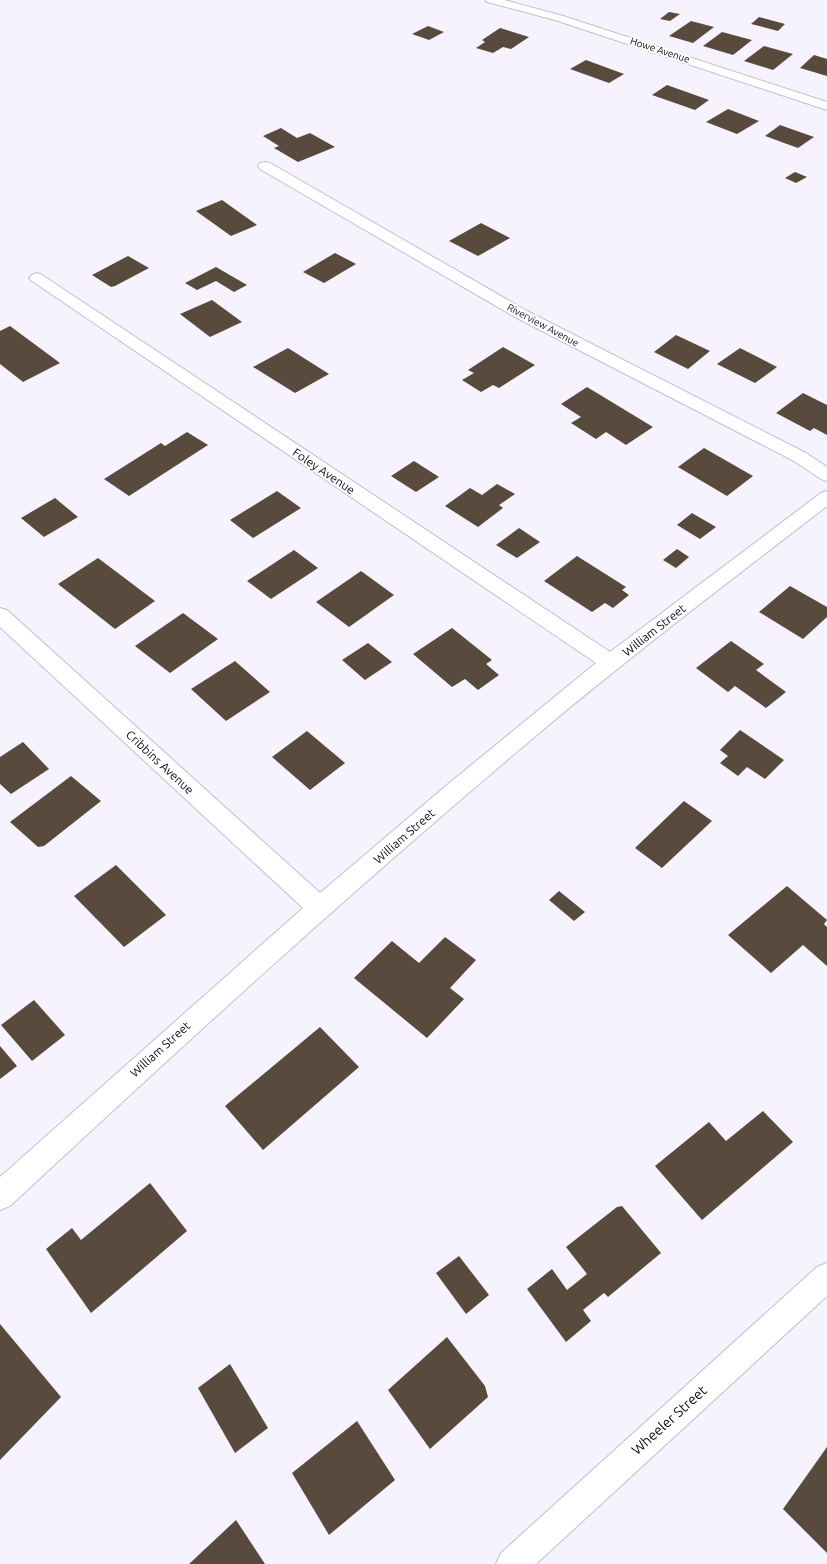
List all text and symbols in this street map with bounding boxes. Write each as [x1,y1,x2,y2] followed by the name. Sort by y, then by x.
[629,35,691,65] street label: Howe Avenue
[505,301,581,349] street label: Riverview Avenue
[290,445,358,497] street label: Foley Avenue
[620,601,688,659] street label: William Street
[124,728,196,796] street label: Cribbins Avenue
[371,806,437,866] street label: William Street
[127,1018,193,1079] street label: William Street
[628,1382,710,1458] street label: Wheeler Street

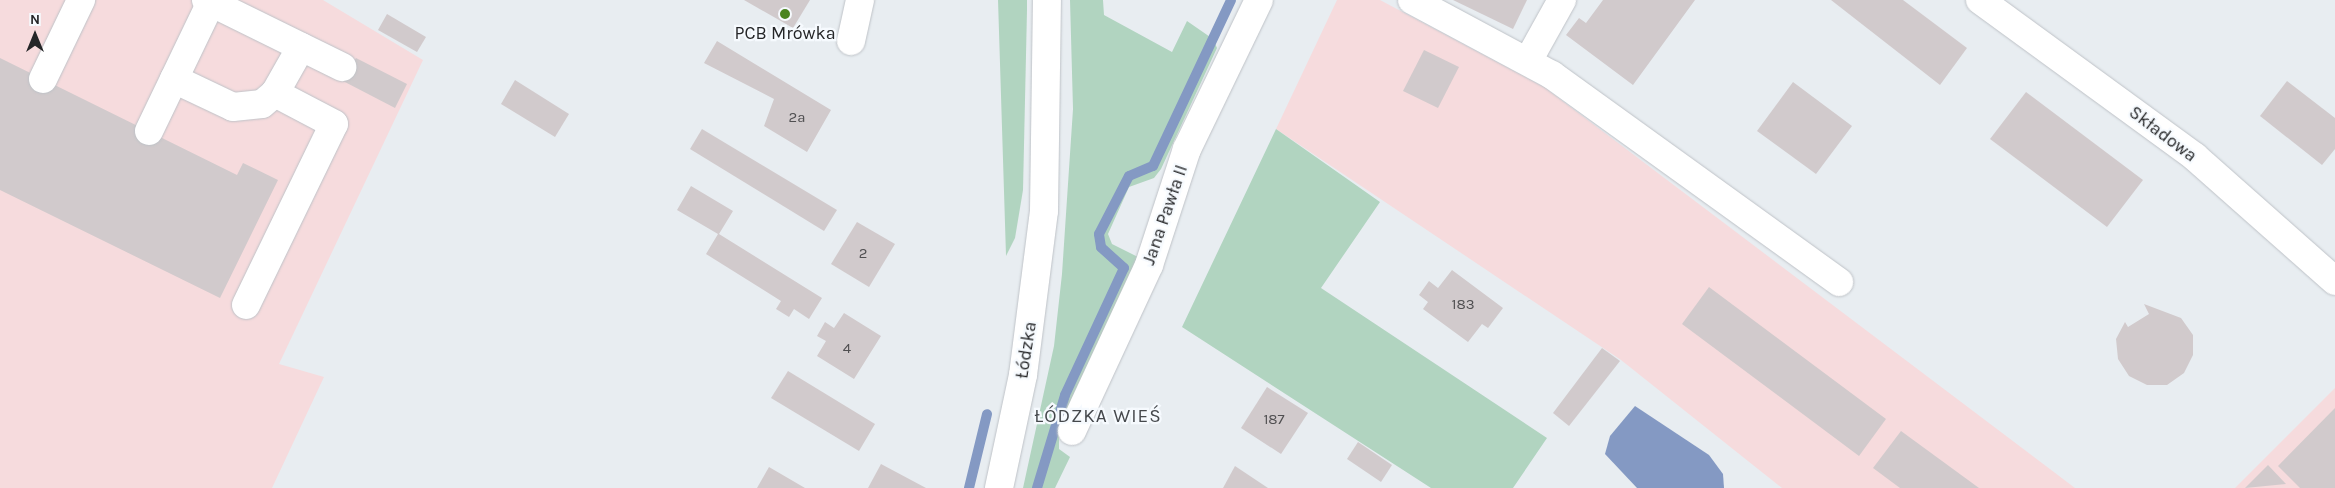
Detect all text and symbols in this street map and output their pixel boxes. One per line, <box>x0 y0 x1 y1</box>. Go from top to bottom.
marker: PCB Mrówka <box>779 8 791 20</box>
north arrow <box>10 10 60 60</box>
text: N <box>30 11 40 28</box>
place label: PCB Mrówka <box>734 22 836 44</box>
street label: Składowa <box>2125 101 2201 167</box>
house number: 2a <box>789 109 805 127</box>
street label: Jana Pawła II <box>1138 162 1192 268</box>
house number: 2 <box>859 245 867 263</box>
house number: 183 <box>1451 296 1475 314</box>
street label: Łódzka <box>1011 320 1041 380</box>
house number: 4 <box>843 340 851 358</box>
district label: ŁÓDZKA WIEŚ <box>1033 406 1163 428</box>
house number: 187 <box>1263 411 1285 429</box>

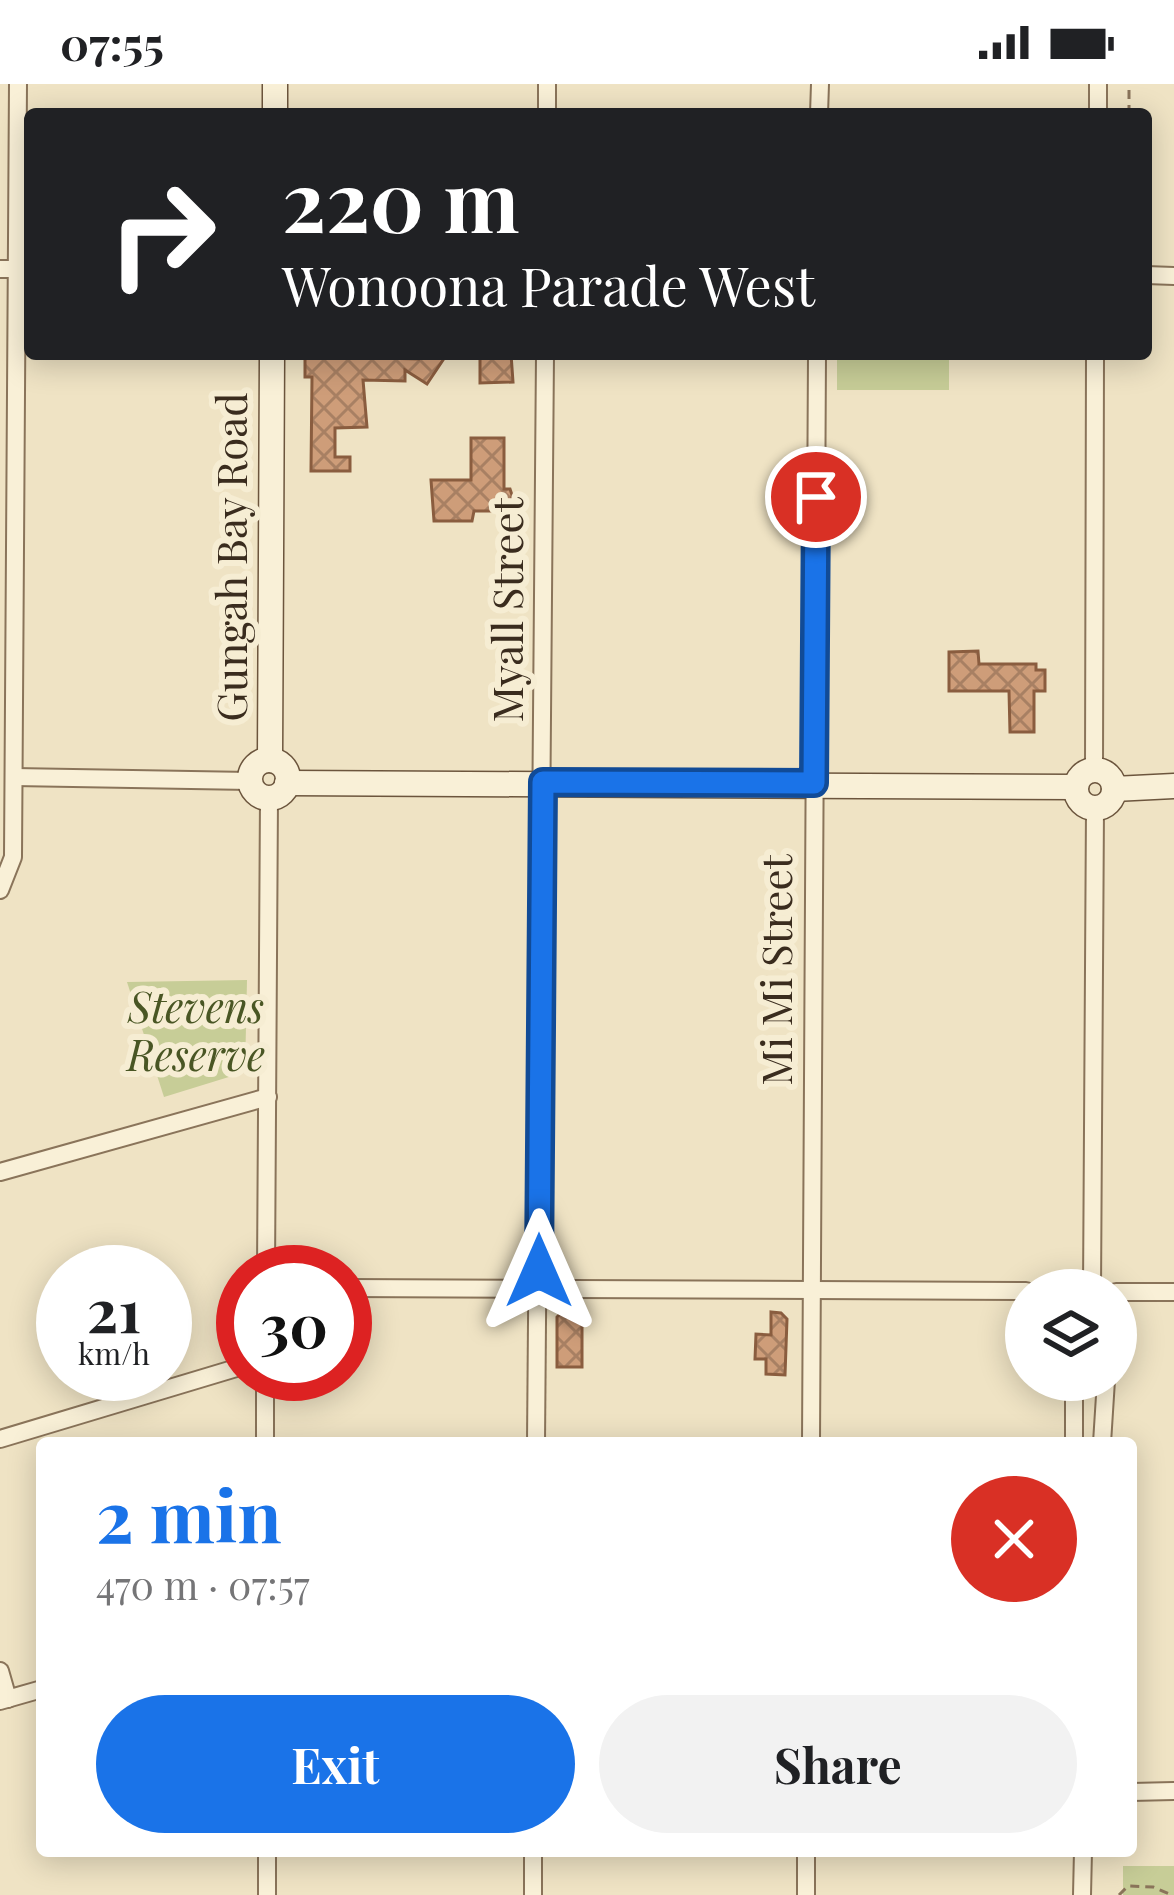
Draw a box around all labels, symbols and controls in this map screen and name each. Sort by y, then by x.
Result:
text: 07:55 [60,12,164,72]
text: 220 m [282,142,520,254]
icon: right [84,156,240,312]
text: Wonoona Parade West [282,249,815,321]
street label: Gungah Bay Road [202,392,258,722]
pin [765,446,867,548]
icon: arrive [783,464,849,530]
street label: Myall Street [478,496,534,723]
street label: Mi Mi Street [747,853,803,1086]
park label: Stevens Reserve [125,978,265,1082]
position arrow [476,1208,602,1334]
speed limit sign: 30 [216,1245,372,1401]
text: 21 [87,1268,141,1348]
map controls [1005,1269,1137,1401]
button: layers [1005,1269,1137,1401]
text: km/h [78,1333,150,1373]
text: 2 min [96,1465,282,1561]
button: close [951,1476,1077,1602]
text: 470 m · 07:57 [96,1558,310,1610]
button: Exit [96,1695,575,1833]
button: Share [599,1695,1077,1833]

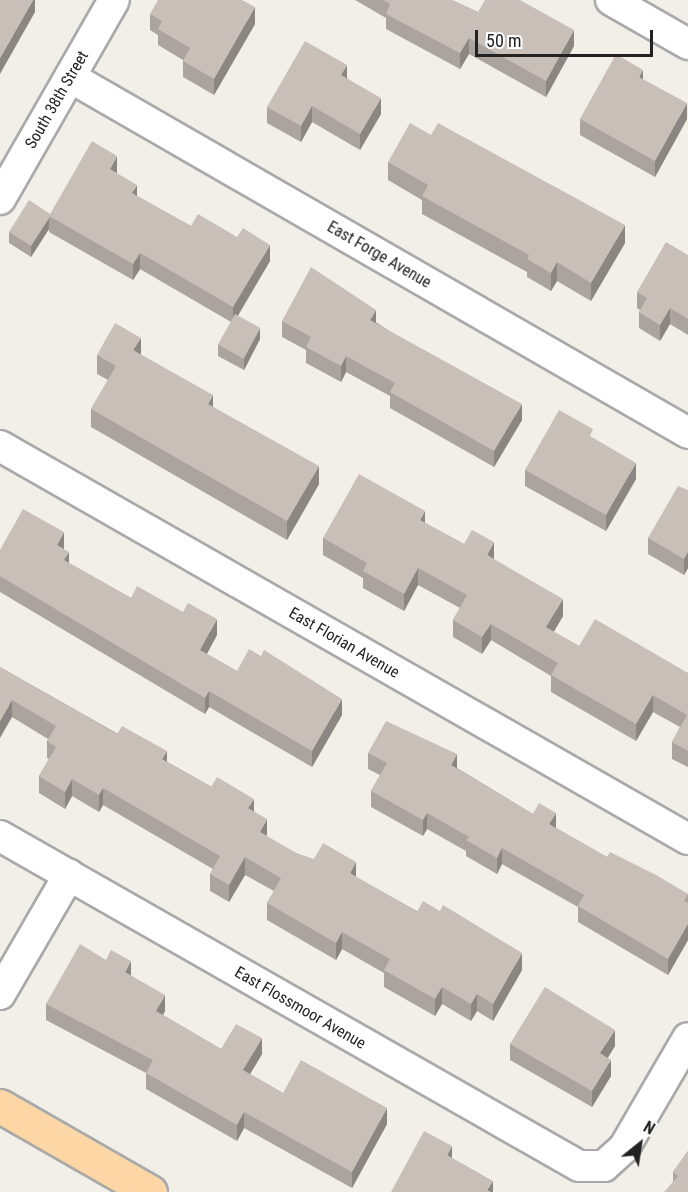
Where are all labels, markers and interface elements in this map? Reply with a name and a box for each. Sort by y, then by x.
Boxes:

○ ○ ○ ○ ○ ○ ○

Reproduce every line above word for word; no images.

List all text and symbols in this street map with bounding boxes. Write each as [x1,y1,x2,y2] followed by the name. Sort by y, then by x.
[629,35,691,65] street label: Howe Avenue
[505,301,581,349] street label: Riverview Avenue
[290,445,358,497] street label: Foley Avenue
[620,601,688,659] street label: William Street
[124,728,196,796] street label: Cribbins Avenue
[371,806,437,866] street label: William Street
[127,1018,193,1079] street label: William Street
[628,1382,710,1458] street label: Wheeler Street

Detect all text and symbols in this street map and output their pixel boxes. One per line, <box>x0 y0 x1 y1</box>. Go from top to bottom.
marker: PCB Mrówka <box>779 8 791 20</box>
north arrow <box>10 10 60 60</box>
text: N <box>30 11 40 28</box>
place label: PCB Mrówka <box>734 22 836 44</box>
street label: Składowa <box>2125 101 2201 167</box>
house number: 2a <box>789 109 805 127</box>
street label: Jana Pawła II <box>1138 162 1192 268</box>
house number: 2 <box>859 245 867 263</box>
house number: 183 <box>1451 296 1475 314</box>
street label: Łódzka <box>1011 320 1041 380</box>
house number: 4 <box>843 340 851 358</box>
district label: ŁÓDZKA WIEŚ <box>1033 406 1163 428</box>
house number: 187 <box>1263 411 1285 429</box>

Draw a box around all labels, symbols and controls in this map screen and name each. Sort by y, then by x.
Result:
text: 07:55 [60,12,164,72]
text: 220 m [282,142,520,254]
icon: right [84,156,240,312]
text: Wonoona Parade West [282,249,815,321]
street label: Gungah Bay Road [202,392,258,722]
pin [765,446,867,548]
icon: arrive [783,464,849,530]
street label: Myall Street [478,496,534,723]
street label: Mi Mi Street [747,853,803,1086]
park label: Stevens Reserve [125,978,265,1082]
position arrow [476,1208,602,1334]
speed limit sign: 30 [216,1245,372,1401]
text: 21 [87,1268,141,1348]
map controls [1005,1269,1137,1401]
button: layers [1005,1269,1137,1401]
text: km/h [78,1333,150,1373]
text: 2 min [96,1465,282,1561]
button: close [951,1476,1077,1602]
text: 470 m · 07:57 [96,1558,310,1610]
button: Exit [96,1695,575,1833]
button: Share [599,1695,1077,1833]

Where are all labels, markers and interface elements in this map? Reply with a name and a box for each. Sort by y, then by x.
Boxes:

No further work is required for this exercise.